The invitation to my holiday party this year read as follows:
Do you open presents on Christmas eve?
Did your grandma give you the family recipe for latkes?
Is there a holiday tradition you have always wanted to adopt?
For the past two years, I have planned a St. Nicholas Day celebration. This is a time to gather with friends, eat, drink, and be merry. Whether it involves food, games, or a story where a devilish looking man kidnaps the bad kids, I invite you to come and share your holiday tradition. Bring a treat to share, libations to drink, or just come with all the holiday cheer you can muster.
I embrace St. Nicholas Day (Sankt Nikolaus Tag which is December 6),
and in the spirit of hiding a pickle in the Christmas tree and eating marzipan,
I hope to see you on December 13.
When I moved to Boulder, I wanted to celebrate with the family I was building out here. Sankt Nikolaus Tag was the way to welcome others into my home. That first year, we got to know each other over gluten-free cut-outs and Secret Santa. The guests, mostly graduate students in the MFA program at the Jack Kerouac School of Disembodied Poetics, took a chance and drew names from a hat. The gift was capped at $10, and if it was homemade, even better. What I received made me almost tear instantly.
I collect Peter Pan books. Given to me in December 2012,
this one was printed in 1940.
Someone was listening. I had only known these people for a few months, but they were already finding their way into my heart. The inscription inside says, "For Wendy, Because, with love from Aunt Karen 5 February 1963." Books hold a special meaning between the giver and the receiver. Used books collect memories on top of the pages of their story. In this moment, I knew celebrating Sankt Nikolaus Tag would become my tradition.

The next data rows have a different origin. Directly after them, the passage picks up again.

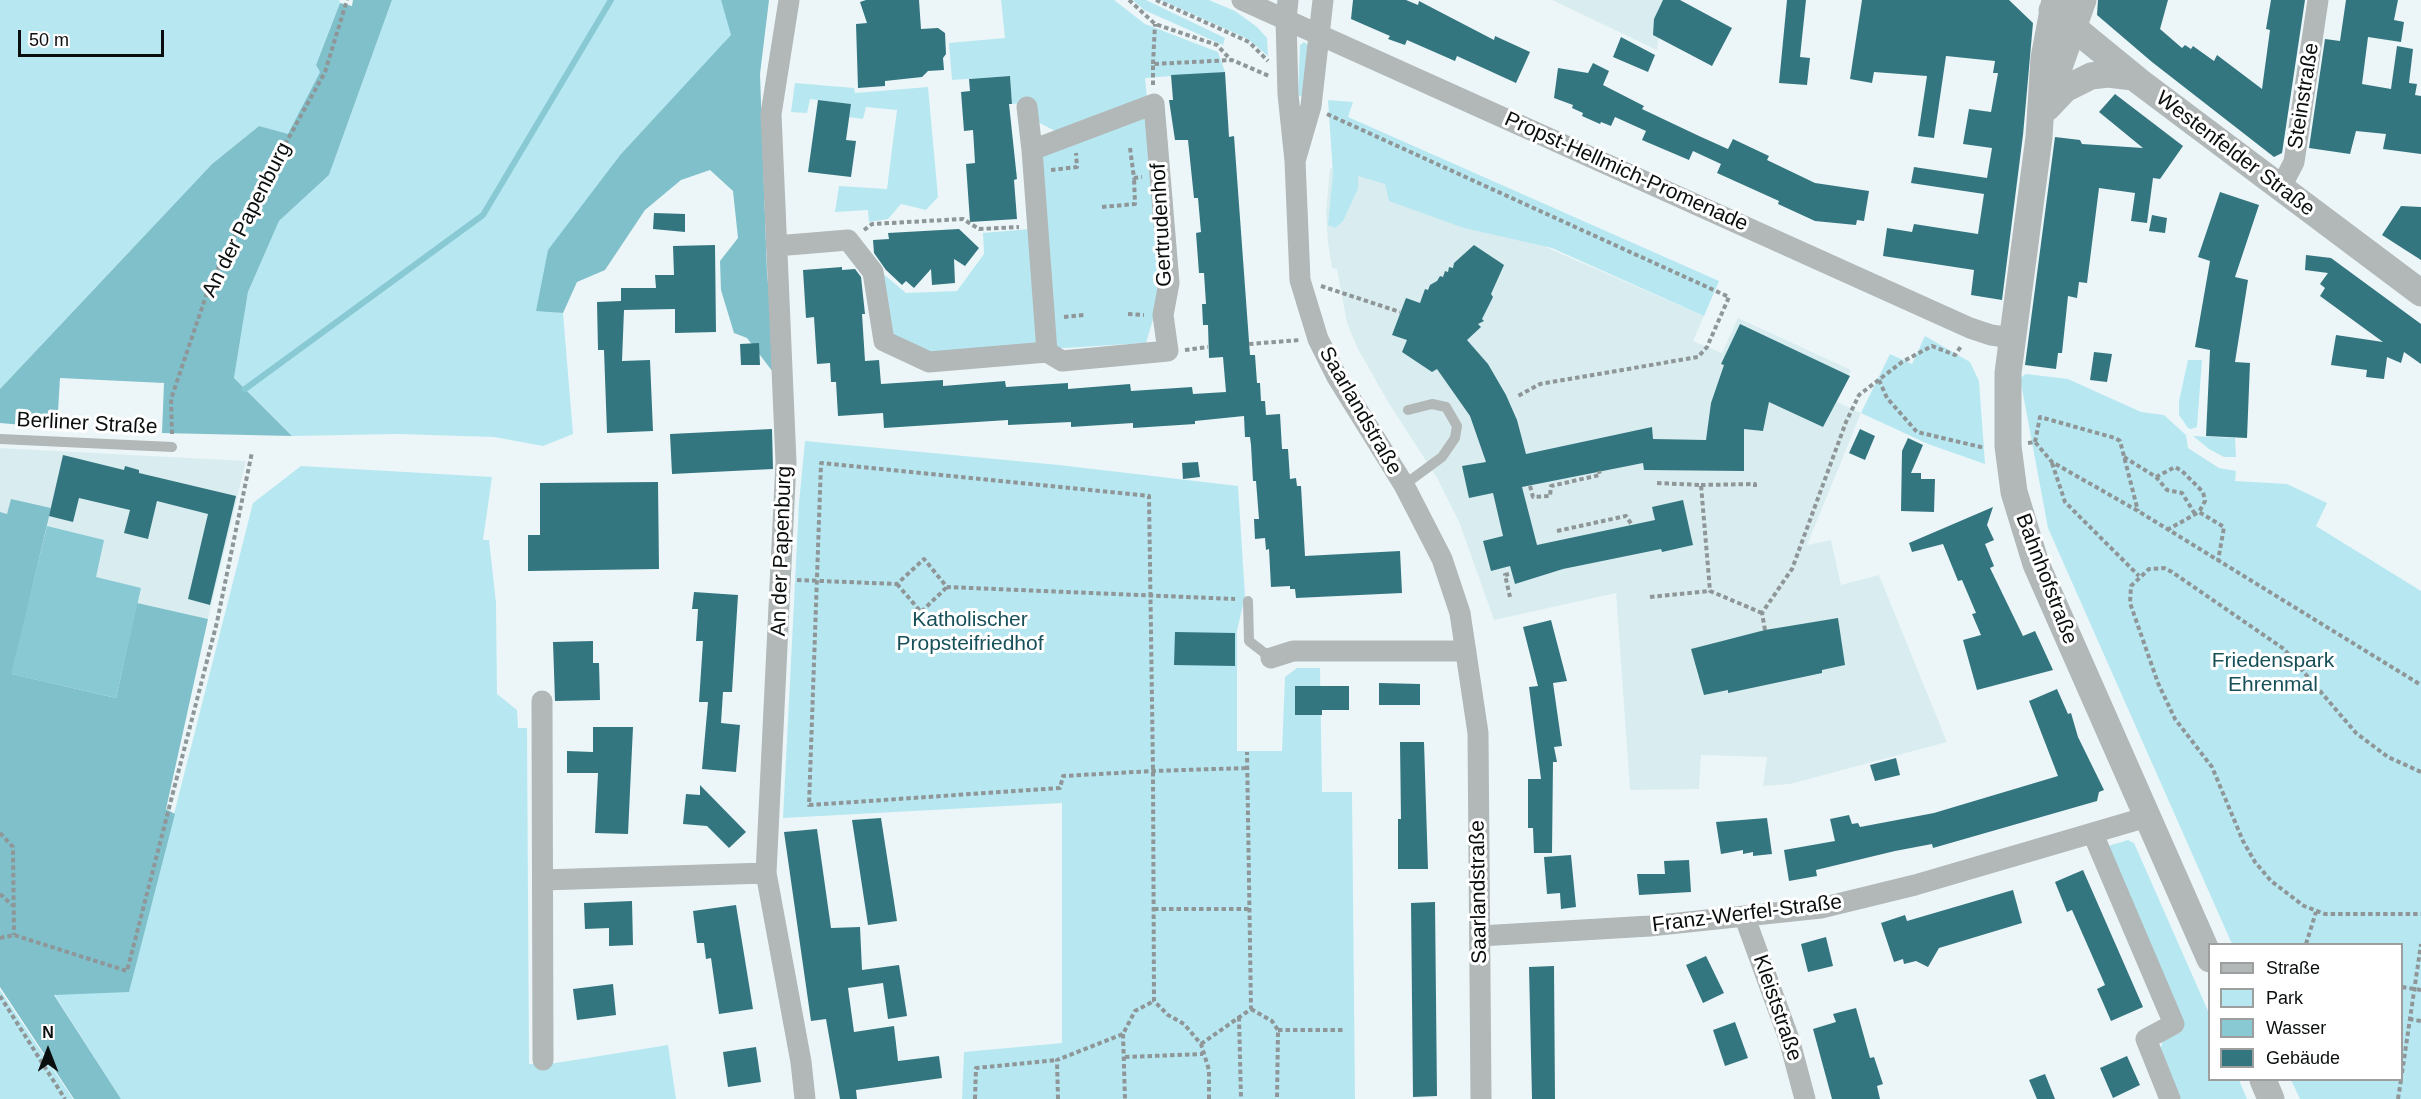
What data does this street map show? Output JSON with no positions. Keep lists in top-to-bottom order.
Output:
{
  "streets": {
    "street": [
      "Steinstraße",
      "Westenfelder Straße",
      "Propst-Hellmich-Promenade",
      "An der Papenburg",
      "Gertrudenhof",
      "Saarlandstraße",
      "Bahnhofstraße",
      "Franz-Werfel-Straße",
      "Kleiststraße"
    ],
    "lane": ["Berliner Straße"]
  },
  "crossings": [
    ["Steinstraße", "Westenfelder Straße"],
    ["Westenfelder Straße", "Bahnhofstraße"],
    ["Propst-Hellmich-Promenade", "Saarlandstraße"],
    ["Propst-Hellmich-Promenade", "Bahnhofstraße"],
    ["An der Papenburg", "Berliner Straße"],
    ["Saarlandstraße", "Franz-Werfel-Straße"],
    ["Bahnhofstraße", "Franz-Werfel-Straße"],
    ["Franz-Werfel-Straße", "Kleiststraße"]
  ],
  "parks": ["Katholischer Propsteifriedhof", "Friedenspark Ehrenmal"],
  "legend": [
    "Straße",
    "Park",
    "Wasser",
    "Gebäude"
  ],
  "scale_bar": "50 m",
  "north": "top"
}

Each year I plan and bake. Each year I am in a new apartment or house. The only differences year three brought was I was unable to have the party on Sankt Nikolaus Tag (I was performing in a play) and decided that Secret Santa was too stressful. I wanted to focus on trying new recipes.
I created a master spreadsheet of all of the ingredients required to bake Stollen (German fruitcake), sugar cookies, red velvet peanut butter blossoms, and peppermint truffles. All treats gluten-free of course, the added challenges were that I have never made Stollen, I was using a new sugar cookie recipe, and I had never made peppermint truffles. I was feeling adventurous.
With the party on Saturday, December 13, I planned my baking schedule to commence on Thursday. Step one of the Stollen was to soak the fruit and nuts in spiced rum over night.
With the first step out of the way, I decided to make the truffles. I used all gluten-free and vegan ingredients, and popped them in the fridge to be rolled in crushed candy cane on Saturday. The truffles would then be placed in little Santa bags and remain out of sight until Sankt Nikolaus put them in the shoes of all the good party guests.
I was ready to start baking on Friday morning, but nothing ever goes as planned. I knew there would be something I didn't account for. This time around, I forgot to buy butter. I allowed my yeast to rise and ran to the store for more Earth Balance. I let the Stollen rise in a warm oven for an hour, watched cheesy Christmas movies on Netflix, and began making cut out cookies. After the Stollen was done (a little over-done--I burnt the bottoms and told all of my guests to eat the tops), I popped the cut-outs in the oven. The recipe I used this year was from Decadent Gluten-Free Vegan Baking. Although the cookies were good, even making a double batch didn't satisfy my cut-out cravings. While the little Christmas trees and stockings cooled, I made red velvet peanut butter blossoms. I simply substituted Cara's All-Purpose Gluten-Free Flour Blend from Decadent Baking for the "normal" flour. My blossoms did not look as delightful as these ones. The problem with vegan butter spreads, and perhaps living at 5,430 feet, is that they can be too oily. This causes the cookies to spread, becoming flat, crispy cookies, or one giant crispy cookie sheet. Option number one is what became of my red velvet blossoms, though they were still edible.
Saturday I frosted the cut-outs, rolled the truffles in candy canes, and generally prepared for the party (one of my roommates cleaned EVERYTHING. I am grateful that he was around to vacuum up all the dog hair and get the fireplace ready). I set the table and waited.
I labeled the dishes and was happy with my spread.
While listening to a playlist I titled "Sankt Nikolaus Tag Party" and waiting for 7 p.m. to arrive, I began receiving updates about the protesting going on in Boulder. Though a peaceful protest, two people were arrested. Many of my friends are speaking out. As they arrived at my house, fueled from the events of the day, I told them they better make me their emergency contact. Personally, conversation and staying up-to-date with media is how I am engaging with current events, but I want my friends to be supported. I want them to know I will help them if I can.
Part of helping them was having a party. I let them all speak. I played hostess and offered them cookies and wine. Having a party was not silly--it was necessary. Despite what is going on in the world, we have to remember that we are still living. We can still have moments of happiness. The Sankt Nikolaus Tag party offered that happiness, if only for a few hours.